Anyway, to stop this happening, you need 100 MPs to force a vote so the government can’t delay the business, which was why I and other colleagues had stayed in London last Friday. In the event, the government backed off, and there were no votes, but it’s better to be safe than sorry, and it did mean I was able to meet up with the Leonard Cheshire Can Do group from Manchester, who were visiting Westminster on Friday afternoon – it was great to welcome them to parliament.
Then it was back to Manchester on Saturday to attend Rehoboth for Families Trafford Black History Month celebrations. Thanks for the lovely warm welcome!
This week in parliament has been dominated by the budget, and 4 days of debate that follow it. Despite Tory claims that austerity is over, it was a budget that won’t do much for people in Stretford and Urmston who are struggling to manage. Tax cuts help richer earners more than those on low incomes, the money for the NHS had been announced before, there was nothing for frontline policing, despite the shocking pressures on the police, and the ultimate insult was the chancellor’s announcement of money for schools so they could afford a few ‘little extras’. From my conversations with headteachers round here, I know schools are already having to cut teaching assistant posts or ask parents to pay for equipment. Those aren’t ‘little extras’ that can be paid for out of the pathetic pocket money awarded by the chancellor.
There was also a fair amount of media coverage this week of Immigration Minister Caroline Nokes’ car crash appearance before the Home Affairs select committee, of which I’m a member, on Tuesday. We asked her about how EU citizens would prove their right to be here, or to work in the UK, if Brexit happens without a deal in March 2019. Her contradictory and confusing answers won’t have done anything to reassure EU citizens who may have lived in the UK for years, or the businesses that employ them. Later in the week, things became even more confused when the Home Secretary contradicted the Immigration Minister’s contradictions. With only 5 months to go till exit day and no deal in sight, this is a Brexit shambles.

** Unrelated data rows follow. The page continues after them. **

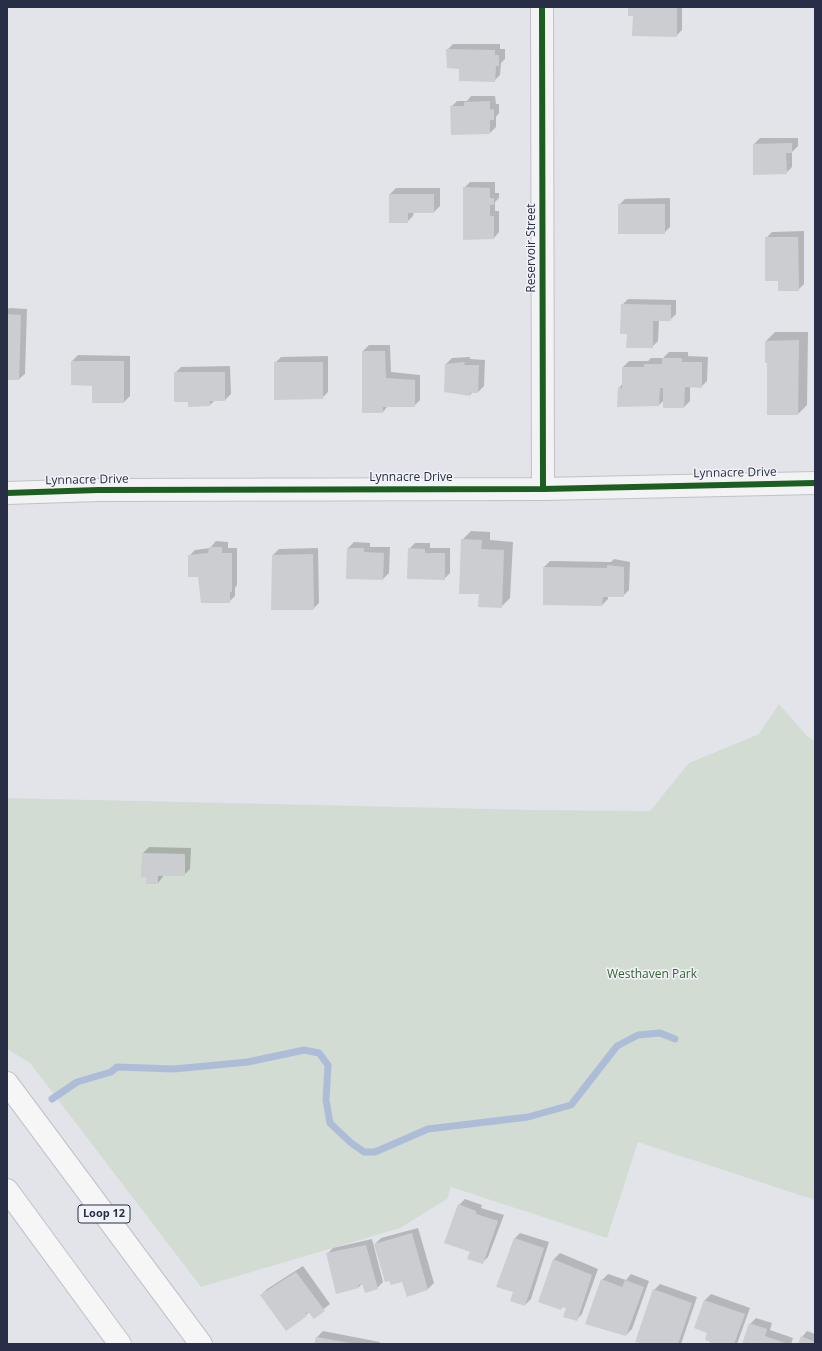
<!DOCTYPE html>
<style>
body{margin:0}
#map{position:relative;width:822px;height:1351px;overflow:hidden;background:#e3e4e9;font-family:"Open Sans",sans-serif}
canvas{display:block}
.frame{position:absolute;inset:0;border:8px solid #272e45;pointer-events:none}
</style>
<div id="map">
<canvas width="822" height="1351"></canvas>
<div class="frame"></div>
</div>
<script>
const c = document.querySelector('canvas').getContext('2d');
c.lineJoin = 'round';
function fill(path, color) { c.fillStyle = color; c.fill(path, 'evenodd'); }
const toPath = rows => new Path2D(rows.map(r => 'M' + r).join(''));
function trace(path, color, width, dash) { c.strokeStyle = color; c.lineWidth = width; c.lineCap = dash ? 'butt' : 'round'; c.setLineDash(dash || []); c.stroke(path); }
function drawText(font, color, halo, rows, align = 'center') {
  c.font = font + ' "Open Sans",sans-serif'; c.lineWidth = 3; c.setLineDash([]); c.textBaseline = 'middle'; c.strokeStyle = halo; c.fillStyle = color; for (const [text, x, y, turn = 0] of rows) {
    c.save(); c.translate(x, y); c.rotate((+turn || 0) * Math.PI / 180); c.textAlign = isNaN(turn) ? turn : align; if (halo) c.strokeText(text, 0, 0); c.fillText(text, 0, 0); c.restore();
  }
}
fill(toPath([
 [779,704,807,736,815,741,815,1200,638,1142,607,1238,451,1187,447,1199,400,1228,201,1287,30,1063,7,1049,7,798,534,810,650,811,689,763,759,734]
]), '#d2dcd3');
fill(toPath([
 [629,7,682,7,682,30,676,36,634,15],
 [453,44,500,44,500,49,505,49,505,59,501,63,500,75,494,81,460,68,447,50],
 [471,96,495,96,496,104,499,104,499,113,496,117,496,127,490,133,452,134,451,107,457,101,467,101],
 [760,138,798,138,798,146,792,152,792,167,786,173,754,144],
 [470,182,495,182,495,193,499,193,499,198,495,202,495,211,499,211,499,232,494,238,464,188],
 [396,188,440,188,440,206,434,212,414,212,413,216,407,222,390,194],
 [670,198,670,227,664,233,619,205,625,199],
 [804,231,804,284,798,290,779,280,766,238,772,232],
 [628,299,676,300,676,314,670,320,659,320,658,341,652,347,628,333,622,305],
 [9,308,27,309,25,374,19,379,7,379,7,310],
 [775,332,808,332,807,405,798,414,768,414,768,362,766,341],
 [369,345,390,345,391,372,420,375,420,400,414,406,388,406,383,412,363,412,363,351],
 [669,352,688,352,688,356,708,357,707,381,701,387,690,386,690,401,684,407,664,407,664,400,659,405,618,406,619,388,623,383,623,367,629,361,648,361,651,358,663,358],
 [78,355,130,356,130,396,124,402,93,386,72,361],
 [328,356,328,392,322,398,275,363,281,357],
 [470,357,470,359,485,360,484,386,478,392,473,392,470,395,446,364,452,358],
 [230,366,231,394,225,400,215,400,210,405,189,401,175,373,181,367],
 [471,531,490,532,490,540,513,542,510,598,501,607,480,593,462,540],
 [216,541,228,542,228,548,237,548,237,585,235,588,235,596,229,602,199,576,189,556,195,550,210,548],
 [354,542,370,543,370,547,390,547,389,573,383,579,347,578,348,548],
 [415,543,430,543,430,548,450,548,450,573,444,579,409,549],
 [318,548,319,603,313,609,273,555,279,549],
 [614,559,630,562,629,590,623,596,608,596,608,599,602,605,544,567,550,561,611,562],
 [149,847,191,848,190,869,184,875,164,875,158,883,147,883,143,853],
 [465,1199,482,1205,481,1208,504,1215,488,1257,482,1263,471,1252,459,1205],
 [418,1228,434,1283,428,1289,403,1281,375,1244,381,1238],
 [520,1233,549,1242,531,1299,525,1305,514,1239],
 [372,1239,383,1282,377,1288,363,1283,359,1287,327,1254,333,1248],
 [560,1253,598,1269,582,1314,576,1320,567,1308,563,1306,561,1309,540,1301,554,1259],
 [303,1266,330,1304,314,1317,310,1311,306,1315,261,1295,267,1289],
 [608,1274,626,1280,631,1274,649,1281,632,1329,626,1335,602,1280],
 [660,1284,697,1297,681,1344,647,1344,654,1290],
 [711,1294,750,1308,737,1344,710,1344,711,1341,708,1333,695,1328,705,1300],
 [756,1318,772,1323,770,1330,793,1338,791,1344,743,1344,750,1324],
 [323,1331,380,1342,380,1344,315,1344,317,1337],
 [807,1331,815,1334,815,1344,799,1344,802,1337]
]), '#0003');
trace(toPath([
 [52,1099,77,1082,111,1072,117,1067,174,1069,248,1062,304,1050,319,1053,328,1065,326,1100,330,1123,350,1142,364,1152,375,1152,428,1129,528,1117,571,1105,617,1046,638,1035,660,1033,675,1039]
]), '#aebdd7', 7);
fill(toPath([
 [628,7,677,7,677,37,632,36,633,16,628,16],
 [446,49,495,50,495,55,499,55,499,66,496,66,495,82,459,81,459,69,447,68],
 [490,101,490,110,494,109,494,120,490,120,490,134,451,135,450,106,464,106,464,102],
 [792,143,792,153,786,153,787,174,753,175,753,144],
 [463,187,490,188,490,198,494,198,494,205,490,205,490,216,494,216,494,239,463,240],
 [389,194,434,194,434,213,408,213,408,223,389,223],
 [618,204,665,204,665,234,618,234],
 [765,237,798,237,799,291,778,291,778,281,765,281],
 [621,304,671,305,671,321,653,321,653,348,626,348,627,334,620,334],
 [7,314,21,315,19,380,7,380],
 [799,340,798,415,767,415,767,363,765,363,765,341],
 [362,351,385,351,386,378,415,380,415,407,383,407,383,413,362,413],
 [662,358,682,358,682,362,702,362,702,388,685,387,684,408,663,408,663,388,660,388,659,406,617,407,618,387,622,388,622,367,644,367,644,364,662,364],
 [71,361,124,361,124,403,92,403,92,386,71,385],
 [274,362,323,362,323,399,274,400],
 [465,362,464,365,479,365,478,393,470,393,470,396,444,392,445,364],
 [174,372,225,372,225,401,210,401,210,406,188,407,188,402,174,402],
 [461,539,482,540,481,549,504,550,502,608,478,607,479,594,459,594],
 [209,547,222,547,222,553,232,553,232,592,230,592,230,603,201,603,198,577,188,577,188,555,208,553],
 [347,548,364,548,364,552,384,553,383,580,346,579],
 [408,548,425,549,425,553,445,553,445,580,407,579],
 [313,554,314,610,271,610,272,555],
 [607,565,624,567,624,597,603,597,602,606,543,605,543,567,607,568],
 [142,853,185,854,185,876,158,876,158,884,146,884,146,877,141,877],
 [458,1204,476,1211,476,1214,498,1221,483,1264,467,1259,470,1252,444,1243],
 [412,1233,428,1290,407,1297,402,1282,391,1285,389,1281,385,1282,374,1244],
 [514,1238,544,1248,525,1306,510,1301,513,1292,496,1287],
 [366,1245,378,1289,365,1293,362,1284,358,1285,359,1288,336,1294,326,1253],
 [553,1259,592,1275,577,1321,563,1317,566,1308,562,1307,561,1310,538,1302],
 [296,1272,325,1311,314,1319,308,1312,305,1314,307,1316,286,1331,260,1295],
 [601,1279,622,1287,625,1280,644,1287,626,1336,585,1324],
 [653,1289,692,1303,678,1344,643,1344,635,1342],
 [704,1300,745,1314,734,1344,709,1344,710,1342,705,1340,707,1333,694,1328],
 [749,1323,767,1329,765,1336,788,1344,742,1344],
 [801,1336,815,1342,815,1344,798,1344],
 [316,1337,350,1343,350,1344,314,1344]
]), '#cbcdd1');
const minor = toPath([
 [542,7,543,489],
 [7,493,98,490,543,489,815,483]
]);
const major = toPath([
 [7,1083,201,1344],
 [7,1190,120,1344]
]);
trace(minor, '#c1c2c7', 24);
trace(major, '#bec1c7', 24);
trace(minor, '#f3f3f5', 22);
trace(major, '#f6f6f7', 22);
trace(toPath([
 [542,7,543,489],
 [7,493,98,490,543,489,815,483]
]), '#1b5e20', 6);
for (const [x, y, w] of [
 [104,1214,52]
]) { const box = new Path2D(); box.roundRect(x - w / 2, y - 9, w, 18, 3); c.fillStyle = '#f1f3f8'; c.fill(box); trace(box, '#272e45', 1); }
drawText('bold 11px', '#272e45', null, [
 ["Loop 12",104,1214]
]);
drawText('12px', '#272e45', '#f1f3f8', [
 ["Reservoir Street",532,248,-90],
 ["Lynnacre Drive",735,473,-1],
 ["Lynnacre Drive",411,478],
 ["Lynnacre Drive",87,480,-1]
]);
drawText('12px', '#366233', '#f1f3f8', [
 ["Westhaven Park",652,975]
]);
</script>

Finally, for constituents who’ve been following my campaign for better protection for home buyers, you’ll be pleased to hear my formal application for a full debate on the subject received a very positive response when I appeared before the Backbench Business committee. I’m hoping that time will be allocated for a debate in parliament before Christmas. This campaign was sparked off by residents who’d moved into new homes in Woodsend, built by Persimmon, and were shocked by the shoddy workmanship. The situation was made even worse when the company failed to rectify the defects – while awarding its chief executive a £75 million bonus.
I first raised this in parliament a few months ago, and since then, I’ve been inundated with examples of poor quality building and appalling customer service from up and down the country. So I was delighted, but not surprised, to receive cross-party support for my application. If you’ve had a bad experience buying a new home, I’d be very pleased to hear from you. I hope my debate will help to tighten up the law in this area – and, as Karen Buck has shown with her bill on bad landlords last Friday, it’s even possible the government will be sympathetic!